A Cure for the Illiteracy Epidemic

As printed in The Wall Street Journal, April 24, 2001.

Those who, like me, grew up in the 1940s and ’50s, recall vividly the seemingly unstoppable polio epidemic that plagued our nation for so long. Over half a million Americans were stricken by this crippling disease, and many mothers (mine included) worried about allowing their children near public swimming pools for fear of infection. In 1954, however, Jonas Salk announced the first polio vaccine; in 1961, it was approved for general use. Almost overnight, the number of new cases plummeted. Thanks to good research and quick action, the disease had been beat.

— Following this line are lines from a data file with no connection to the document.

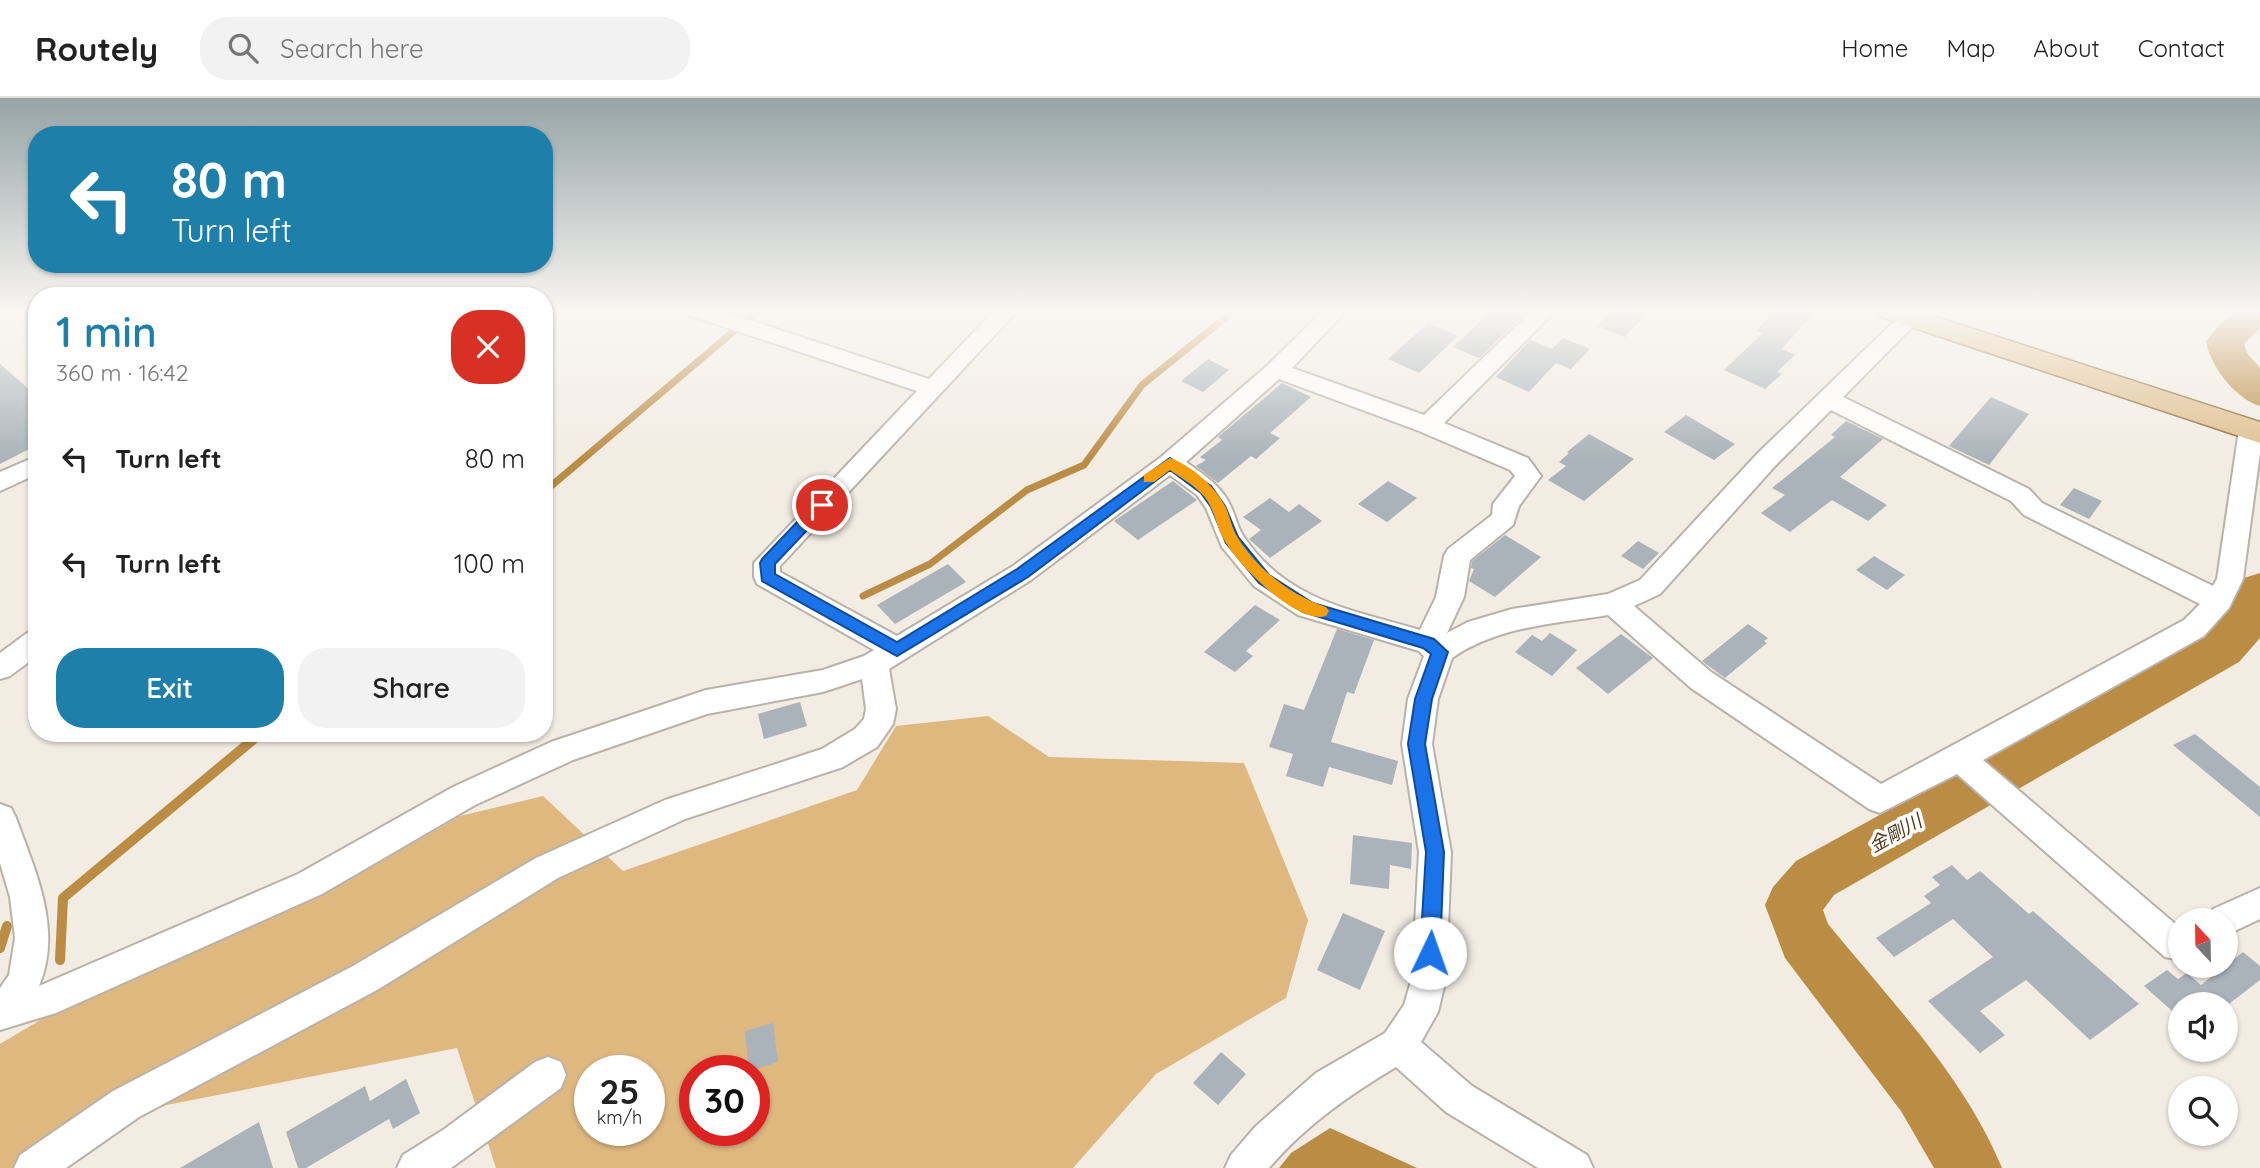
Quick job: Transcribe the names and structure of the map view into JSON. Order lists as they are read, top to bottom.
{
  "water": ["金剛川"],
  "north": "top",
  "page": {
    "header": "Routely",
    "search": "Search here",
    "nav": [
      "Home",
      "Map",
      "About",
      "Contact"
    ],
    "turn": ["80 m", "Turn left"],
    "heading": ["1 min", "360 m · 16:42"],
    "list": [
      {
        "name": "Turn left",
        "value": "80 m"
      },
      {
        "name": "Turn left",
        "value": "100 m"
      }
    ],
    "buttons": ["Exit", "Share"],
    "speed": "25 km/h",
    "limit": "30"
  }
}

Today, the nation faces another epidemic, one that does not affect children physically, but that is equally destructive of their futures. The disease is functional illiteracy, and, according to the most recent National Assessment of Educational Progress (NAEP), it has overtaken one-third of America’s children by the fourth grade — including two-thirds of black students and almost half of all children in the inner cities. And perhaps the worst news is this: We already have a cure for it, but it has been administered to far too few.

In his groundbreaking 1955 expose, “Why Johnny Can’t Read,” Rudolf Flesch uncovered a worrisome fad in education. Schools had begun to replace time-honored and proven methods of teaching reading with the “look-say” method, the precursor of today’s “whole language.” These new techniques, Flesch argued, had no scientific basis and did not help children learn to read.

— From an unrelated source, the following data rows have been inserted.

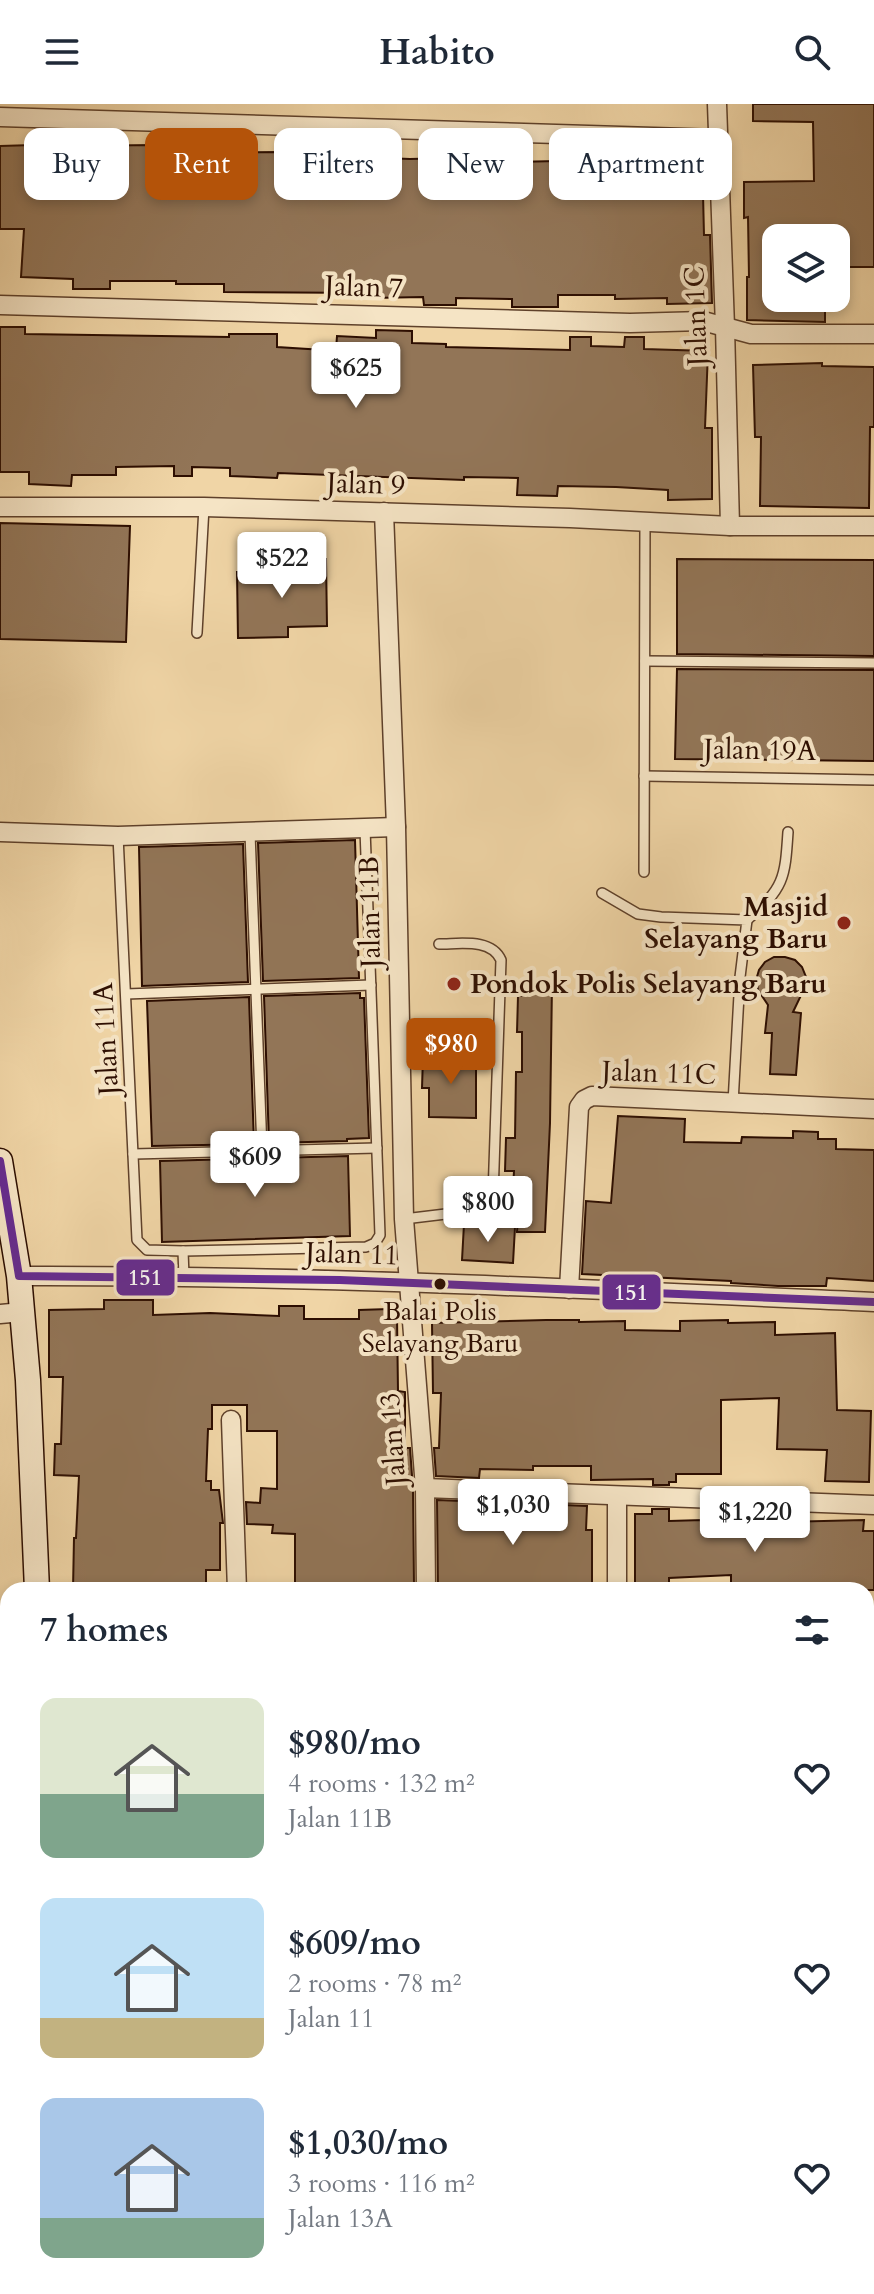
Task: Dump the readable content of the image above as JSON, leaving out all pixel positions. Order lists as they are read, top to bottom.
{
  "streets": {
    "street": [
      "Jalan 7",
      "Jalan 1C",
      "Jalan 9",
      "Jalan 11B",
      "Jalan 11C",
      "Jalan 11",
      "Jalan 13"
    ],
    "lane": ["Jalan 19A", "Jalan 11A"]
  },
  "crossings": [
    ["Jalan 7", "Jalan 1C"],
    ["Jalan 1C", "Jalan 9"],
    ["Jalan 9", "Jalan 11B"],
    ["Jalan 11B", "Jalan 11A"],
    ["Jalan 11B", "Jalan 11"],
    ["Jalan 11B", "Jalan 13"],
    ["Jalan 11C", "Jalan 11"],
    ["Jalan 11", "Jalan 13"]
  ],
  "places": ["Masjid Selayang Baru", "Pondok Polis Selayang Baru", "Balai Polis Selayang Baru"],
  "lines": ["transit line 151"],
  "page": {
    "header": "Habito",
    "chip": [
      "Buy",
      "Rent",
      "Filters",
      "New",
      "Apartment"
    ],
    "price": [
      "$625",
      "$522",
      "$980",
      "$609",
      "$800",
      "$1,030",
      "$1,220"
    ],
    "heading": "7 homes",
    "list": [
      {
        "name": "$980/mo",
        "note": "4 rooms · 132 m² · Jalan 11B"
      },
      {
        "name": "$609/mo",
        "note": "2 rooms · 78 m² · Jalan 11"
      },
      {
        "name": "$1,030/mo",
        "note": "3 rooms · 116 m² · Jalan 13A"
      }
    ]
  }
}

Then, in 1961 — the same year that the polio vaccine became available — Jeanne Chall was commissioned to write a definitive report that showed it was exactly those time-honored methods — what we refer to as “phonics” — that beginning readers needed to “break the code” of language. Chall had discovered the “vaccine” for preventing reading difficulty; it was up to schools to administer it.

But unlike the medical community’s enthusiastic embrace of Salk’s research, the education community has consistently ignored Chall’s findings, as well as subsequent research confirming her work. Instead of seeing the number of illiterate children plummet, 37% of our fourth-graders are unable to read on a basic level 40 years later, while only 8% can read on an advanced level.

The evidence is clear and has been articulated best by Louisa Moats, one of today’s leading reading experts. Schools need to teach phoneme awareness, phonics, fluent word recognition, vocabulary and comprehension. Most state education agencies, schools of education, and school districts, however, continue to advocate reading strategies that don’t work. Many of these institutions march under the banner of “balanced instruction” but, in fact, they continue to push the flawed “whole language” methods at the expense of phonics. This is the educational equivalent of treating polio with aspirin. We would never stand for such malpractice in medicine, and we should not tolerate it in education.

President George W. Bush’s proposals for reading are certainly a step in the right direction, in so far as they promote research-based methods, annual testing of students, and real accountability for school failure. But none of these initiatives on the federal level will succeed without similar efforts in the states. If local school districts continue to ignore clear research and promote ideologically driven methods that don’t work, the president’s actions will not bring the results he seeks and we need. The action is local, and so must be the fight.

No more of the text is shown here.